Ad accompagnare gli articoli della suddetta triade, per tutta la campagna elettorale, vi sono anche piccoli trafiletti in cui si da risalto ad ogni nuovo arrivo, nei nostri porti, di barche statunitensi cariche di viveri e materie prime, ad accordi di carattere commerciale che vengono stipulati con gli altri paesi "del blocco occidentale" ed a come un successo comunista alle prossime elezioni significherebbe, automaticamente, rinunzia agli aiuti.
Di forte impatto nel lettore è anche la grande foto che troneggia sulla prima pagina del giornale il 6 gennaio, foto che vede ritratti l'onorevole De Gasperi, l'ambasciatore degli U.S.A. Dunn e l'onorevole Sforza mentre firmano l'accordo per gli aiuti americani all'Italia.

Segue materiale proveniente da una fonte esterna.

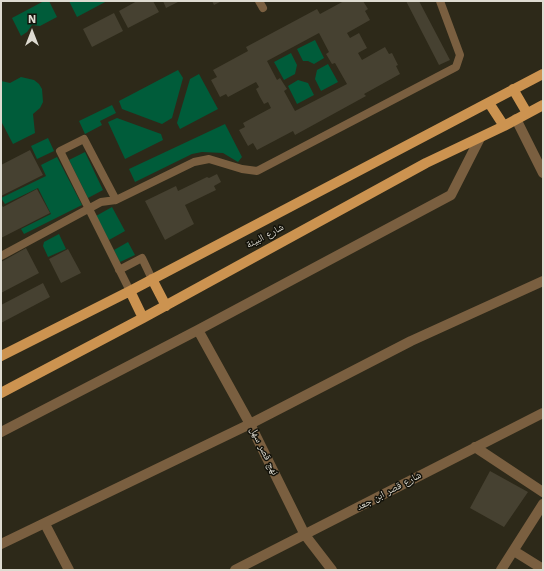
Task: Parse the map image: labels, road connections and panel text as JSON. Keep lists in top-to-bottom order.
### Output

Ma anche il direttore Emanuel, non si esime dal far sentire la sua voce su questo importante argomento, e, il 2 di aprile, prendendo spunto da quanto accaduto alla Camera dei rappresentanti di Washington, dove una manciata di deputati guidati dall'Okonski, ha proposto l'ammissione della Spagna del caudillo Franco nel piano Marshall, confronta fra loro i regimi ispanico e russo. A tal proposito scrive: " ...è vero che le due dittature differiscono in maniera sostanziale nei loro rapporti con i terzi: perché l'una fomenta partiti e sommovimenti, all'infuori delle proprie frontiere, in ogni Stato europeo, e l'altra si limita ad applicare all'interno del Paese il suo sistema di governo e si guarda dal farlo oggetto d'esportazione. Ma chi è stato scottato dall'acqua bollente vuol provare sempre con un dito la temperatura di quella fredda, prima di buttarcisi dentro " [45].
Mal comprende inoltre, il direttore, l'indignazione dei comunisti, dei fusionisti, dei loro organi di stampa ad una così azzardata proposta. Pare che siano gli unici ad opporsi a questa idea, quando invece anche le altre forze politiche e nazioni europee la condannano unanimemente. Comunque, prosegue, lo spregiudicato deputato potrebbe ribattere, ai detrattori di sinistra, che all'inizio il piano era stato proposto a tutti gli stati del vecchio continente, pure a quelli " che proprio non possono definirsi dei modelli di democrazia, anche se ne hanno la etichetta, per uso esterno " [46]. E che proprio questi erano stati i primi a rifiutarlo, tacciandolo con i peggior aggettivi, anche se esso mira soltanto, attraverso aiuti finanziari, alla ricostruzione dell'Europa, " ...perché il ristabilimento della prosperità sul nostro Continente è la prima condizione per la sua salvezza e per la salvezza della sua civiltà e dei suoi ordinamenti " [47].
Comunque, in tutto questo gran polverone alzato dalla sinistra, c'è qualcosa che all'Emanuel non quadra.
"I comunisti affermano che la Spagna di Franco non può essere accolta fra le nazioni che beneficeranno del piano Marshall. Che deve essere punita perché non è una democrazia. Ma allora, perché punire anche l'Italia, ostinandosi a tenerla fuori da un patto che può solo giovarle?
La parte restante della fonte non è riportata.